I migrated
a large NIS environment to LDAP (with RFC2307) about a year ago. Because
of the large number of servers and high reliance on NIS I needed to run LDAP
and NIS in parallel, so I developed a method sync'ing LDAP from NIS every time
an NIS update was made.
This
method combined modified versions of some of the migration scripts (see
/usr/share/openldap/migration/) that are provided to load LDAP from NIS with a
couple of scripts I found on the net called ldifsort.pl and ldifdiff.pl, which
allowed me to:
1) dump
current NIS data out into an LDIF file for each NIS source
file
2) dump
current LDAP data into an LDIF file for each source
3) do
a sort/diff between the NIS data and the LDAP data
4) update
the LDAP database with differences
This
worked very well, and we ran NIS and LDAP in parallel for several months.
I then developed another process for maintaining LDAP data in a similar
fashion to NIS, where we use LDIF files as the "master" copy, and update
changes into LDAP:
1) backup
master file (for example, netgroup.ldif)
2) make
edits to master file
3) dump current LDAP data to temporary LDIF file
4) do a
sort/diff between the data in the file and the LDAP
data
5) update
the LDAP database with the difference
*Note -
this method won't work for passwd because users can change their own passwords
- in this case, we treat LDAP as the master, but we still dump it to a file
for modification by admins.
I find
that this has some key advantages over maintaining the data directly in the
database (where we have a staff of about 40 people with access to update some
or all LDAP data):
1) We
can add comments to the master file. This allows us to track modification
history, which is important to us
2) We
always have the master files to fall back on
3) We can
generate/maintain alternate NIS maps that LDAP doesn't maintain
(netgroup.byhost, netgroup.byuser, passwd.byuid, etc)

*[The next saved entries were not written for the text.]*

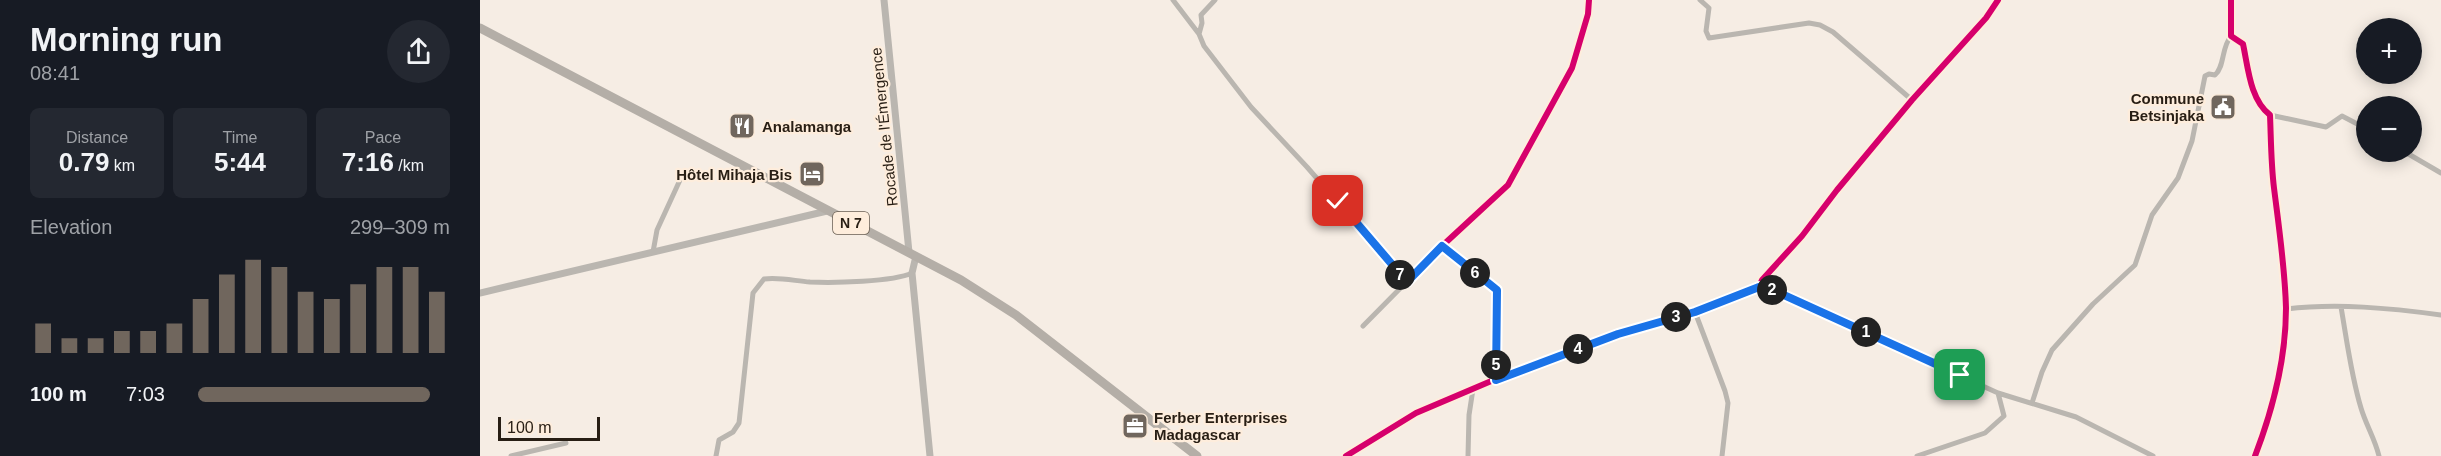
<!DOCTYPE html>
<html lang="en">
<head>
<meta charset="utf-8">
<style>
	body { margin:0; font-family:Arial,sans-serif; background:#242831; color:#f1f3f6; height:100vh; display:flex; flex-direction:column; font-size:22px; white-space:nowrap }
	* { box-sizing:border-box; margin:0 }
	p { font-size:20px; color:#9ea1a6 }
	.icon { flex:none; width:33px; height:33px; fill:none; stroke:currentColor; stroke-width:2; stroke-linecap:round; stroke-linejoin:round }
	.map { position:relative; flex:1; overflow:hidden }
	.sheet { display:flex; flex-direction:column; background:#171b24; width:480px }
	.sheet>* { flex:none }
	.fabs { position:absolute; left:1876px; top:18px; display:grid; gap:12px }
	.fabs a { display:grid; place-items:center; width:66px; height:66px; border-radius:50%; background:#171b24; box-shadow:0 3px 15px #0003; font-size:30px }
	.scale { position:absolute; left:18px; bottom:15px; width:102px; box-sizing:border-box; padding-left:6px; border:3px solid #281e14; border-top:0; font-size:16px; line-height:21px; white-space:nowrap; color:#281e14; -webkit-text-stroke:4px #feeddc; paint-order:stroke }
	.pin { position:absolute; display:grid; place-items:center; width:51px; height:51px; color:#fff; margin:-26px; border-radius:12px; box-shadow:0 3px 9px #0006 }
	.km { position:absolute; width:30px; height:30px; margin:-15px; border-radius:50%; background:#222; color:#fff; font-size:16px; line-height:30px; text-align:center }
	.round { display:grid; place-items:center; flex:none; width:63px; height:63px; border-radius:32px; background:#242831 }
	.headline { display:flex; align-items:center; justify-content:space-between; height:102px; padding:0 30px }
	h1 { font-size:33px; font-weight:700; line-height:45px }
	.figures { display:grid; grid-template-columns:repeat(3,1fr); gap:9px; height:102px; padding:6px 30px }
	.figures div { display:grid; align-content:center; border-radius:9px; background:#242831; text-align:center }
	.figures b { font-size:26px; font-weight:700 }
	.figures small { font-size:16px; font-weight:400 }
	.figures p { font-size:16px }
	.chart { height:168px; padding:12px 30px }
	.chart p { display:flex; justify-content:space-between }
	.chart svg { width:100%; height:108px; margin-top:6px; stroke:#70665d; stroke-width:6 }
	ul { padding:0 30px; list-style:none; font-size:20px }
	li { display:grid; grid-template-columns:96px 72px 1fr; align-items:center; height:45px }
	li i { height:15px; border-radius:8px; background:#70665d }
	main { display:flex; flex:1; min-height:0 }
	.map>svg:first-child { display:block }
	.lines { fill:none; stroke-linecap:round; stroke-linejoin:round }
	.minor { stroke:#bab6b0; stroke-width:5 }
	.tertiary { stroke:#bab6b0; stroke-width:7 }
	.primary { stroke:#b4aea7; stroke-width:9 }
	.cycleway-casing { stroke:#feeddc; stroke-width:10 }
	.cycleway { stroke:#d6006c; stroke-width:6 }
	.route-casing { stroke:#fff; stroke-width:12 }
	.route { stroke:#1a73e8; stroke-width:8 }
	.labels { text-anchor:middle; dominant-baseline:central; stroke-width:4.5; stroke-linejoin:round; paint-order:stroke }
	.shield { fill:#feeddc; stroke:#685c50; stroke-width:1.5 }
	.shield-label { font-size:14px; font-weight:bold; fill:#281e14 }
	.poi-label { font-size:15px; font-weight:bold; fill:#281e14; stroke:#feeddc; text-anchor:end }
	.street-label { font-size:15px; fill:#281e14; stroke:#feeddc }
</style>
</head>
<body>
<main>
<section class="sheet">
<div class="headline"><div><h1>Morning run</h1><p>08:41</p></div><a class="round"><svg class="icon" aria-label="share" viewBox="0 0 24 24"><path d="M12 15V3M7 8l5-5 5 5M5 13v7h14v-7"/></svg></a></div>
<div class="figures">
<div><p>Distance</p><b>0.79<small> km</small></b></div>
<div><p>Time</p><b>5:44</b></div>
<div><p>Pace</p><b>7:16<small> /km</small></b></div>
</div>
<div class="chart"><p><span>Elevation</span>299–309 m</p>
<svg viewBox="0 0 160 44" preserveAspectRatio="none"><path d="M5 44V32M15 44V38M25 44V38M35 44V35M45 44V35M55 44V32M65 44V22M75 44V12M85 44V6M95 44V9M105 44V19M115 44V22M125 44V16M135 44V9M145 44V9M155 44V19"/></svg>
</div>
<ul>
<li><b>100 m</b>7:03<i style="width:92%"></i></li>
</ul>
</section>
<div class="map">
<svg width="1961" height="456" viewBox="0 0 1961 456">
	<rect width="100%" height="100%" fill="#f6ede4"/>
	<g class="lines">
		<!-- minor -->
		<path class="minor" d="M 693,0 L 719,34 L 724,46 L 771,107 L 827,167 L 927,282
			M 1220,0 L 1229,8 L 1226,31 L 1229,38 L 1329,23 L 1340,25 L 1353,32 L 1432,100
			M 1751,0 L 1751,36 L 1763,44 C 1768,67 1770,100 1790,115 C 1791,139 1791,164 1794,188 C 1799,228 1805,268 1806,308 C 1806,358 1793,409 1775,456
			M 719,34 L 722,23 L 721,15 L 735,0
			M 1790,115 L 1846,127 L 1862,116 L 1887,129
			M 1925,152 L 1961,173
			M 173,252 L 177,230 L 200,180
			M 1279,287 L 1297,292 L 1518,393 L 1596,417 L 1673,456
			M 1861,307 C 1867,341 1871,375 1881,408 C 1886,425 1895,439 1899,456
			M 1806,309 C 1857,303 1910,308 1961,315
			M 1215,312 L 1245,391 L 1248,403 L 1242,456
			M 883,326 L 962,246
			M 1016,379 L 1017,290 L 962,246 L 1028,185 L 1092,68 L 1108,14 L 1109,0
			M 1552,403 L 1562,372 L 1572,350 L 1613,304 L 1655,265 L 1672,215 L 1698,178 L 1712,141 L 1725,76 L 1729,74 L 1735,75 C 1745,66 1741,48 1751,36
			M 31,456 L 86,443
			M 236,456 L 239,440 L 253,432 L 259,423 L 273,293 L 284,279 C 300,277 315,281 330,282 C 353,283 413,282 432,273
			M 866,456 L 936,413 L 1016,379 L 1138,334 L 1215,312 L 1279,287 L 1282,280 L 1322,236 L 1357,190 L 1432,100 L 1506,18 L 1518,0
			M 988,456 L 989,415 L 993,389
			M 1437,456 L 1505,433 L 1524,416 L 1518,393"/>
		<!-- tertiary -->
		<path class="tertiary" d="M 404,0 L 429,252
			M 436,256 L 432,273 L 450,456
			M 0,293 L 347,211"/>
		<!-- primary -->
		<path class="primary" d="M 0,28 L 481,280 L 536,315 L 717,456"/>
		<!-- cycleway casing -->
		<g class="cycleway-casing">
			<path id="cycleway" d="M 1751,0 L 1751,36 L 1763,44 C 1768,67 1770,100 1790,115 C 1791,139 1791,164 1794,188 C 1799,228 1805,268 1806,308 C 1806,358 1793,409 1775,456
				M 1016,379 L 1017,290 L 962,246 L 1028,185 L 1092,68 L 1108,14 L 1109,0
				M 866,456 L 936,413 L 1016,379 L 1138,334 L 1215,312 L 1279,287 L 1282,280 L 1322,236 L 1357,190 L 1432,100 L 1506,18 L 1518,0"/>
		</g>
		<!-- cycleway -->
		<use href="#cycleway" class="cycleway"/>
	</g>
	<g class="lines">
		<!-- route casing -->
		<g class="route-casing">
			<path id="route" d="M 858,201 L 927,282 L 962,246 L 1017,290 L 1016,380 L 1138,334 L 1215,312 L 1279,287 L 1297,292 L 1480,375"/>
		</g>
		<!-- route -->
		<use href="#route" class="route"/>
	</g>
	<!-- icons -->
	<defs>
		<g id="civic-square" transform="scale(1.35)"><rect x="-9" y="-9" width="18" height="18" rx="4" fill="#70665d" stroke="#feeddc"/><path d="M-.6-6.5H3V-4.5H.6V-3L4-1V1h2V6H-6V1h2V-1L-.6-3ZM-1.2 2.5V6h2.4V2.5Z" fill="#fff"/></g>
		<g id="restaurant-square" transform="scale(1.35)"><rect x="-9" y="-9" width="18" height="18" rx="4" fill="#70665d" stroke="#feeddc"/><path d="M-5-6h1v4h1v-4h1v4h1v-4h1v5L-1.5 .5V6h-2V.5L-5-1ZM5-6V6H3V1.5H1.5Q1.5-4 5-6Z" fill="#fff"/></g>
		<g id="hotel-square" transform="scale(1.35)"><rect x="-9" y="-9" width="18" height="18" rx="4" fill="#70665d" stroke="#feeddc"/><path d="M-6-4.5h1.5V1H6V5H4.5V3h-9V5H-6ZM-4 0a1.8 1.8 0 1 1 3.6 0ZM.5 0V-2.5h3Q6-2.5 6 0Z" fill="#fff"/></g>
		<g id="office-square" transform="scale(1.35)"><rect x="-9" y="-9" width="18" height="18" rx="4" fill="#70665d" stroke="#feeddc"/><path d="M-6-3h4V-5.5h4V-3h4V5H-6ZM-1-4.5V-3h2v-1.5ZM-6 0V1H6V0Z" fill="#fff"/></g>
	</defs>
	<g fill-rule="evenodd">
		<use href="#civic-square" x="1743" y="107"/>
		<use href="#restaurant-square" x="262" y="126"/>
		<use href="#hotel-square" x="332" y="174"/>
		<use href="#office-square" x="655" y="426"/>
	</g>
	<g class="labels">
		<!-- shield labels -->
		<rect class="shield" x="353" y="212" width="36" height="22" rx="4.5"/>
		<g class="shield-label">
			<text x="371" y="223">N 7</text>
		</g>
		<!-- poi labels -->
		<g class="poi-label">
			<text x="1724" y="98">Commune<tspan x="1724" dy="17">Betsinjaka</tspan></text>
			<text x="282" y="126" text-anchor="start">Analamanga</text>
			<text x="312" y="174">Hôtel Mihaja Bis</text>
			<text x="674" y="417" text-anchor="start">Ferber Enterprises<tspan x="674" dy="17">Madagascar</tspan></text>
		</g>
		<!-- street labels -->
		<g class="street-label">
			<text transform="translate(404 127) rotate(-96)">Rocade de l'Émergence</text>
		</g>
	</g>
</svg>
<div class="fabs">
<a>+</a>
<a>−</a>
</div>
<div class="scale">100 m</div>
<div class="pin" style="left:1480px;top:375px;background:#1e9e55"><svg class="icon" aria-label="arrive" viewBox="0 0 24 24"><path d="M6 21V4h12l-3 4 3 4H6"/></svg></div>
<div class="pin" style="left:858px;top:201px;background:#d93025"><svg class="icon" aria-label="check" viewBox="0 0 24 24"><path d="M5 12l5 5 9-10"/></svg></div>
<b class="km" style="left:1386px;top:332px">1</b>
<b class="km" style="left:1292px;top:290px">2</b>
<b class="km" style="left:1196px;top:317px">3</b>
<b class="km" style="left:1098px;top:349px">4</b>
<b class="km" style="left:1016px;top:365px">5</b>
<b class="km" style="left:995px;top:273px">6</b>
<b class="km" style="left:920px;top:275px">7</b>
</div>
</main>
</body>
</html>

I should also note that we migrated primarily because we were hitting size limitations in NIS that could not worked around. We have hundreds of scripts that use ypmatch/ypcat
commands and they continue to use them
because I also wrote a ypmatch/ypcat replacement script that converts the
syntax to LDAP, queries LDAP, then converts the results back to NIS
format.
I don't know if this helps you or not, but scripting can get you
around a lot of cryptic ldap command
syntax...
Kevin
I wonder what most people use for central authentication, i'm replacing
an NIS based system and was looking for a more elegant way than having to use
cryptic ldapadd commands with ldiff files.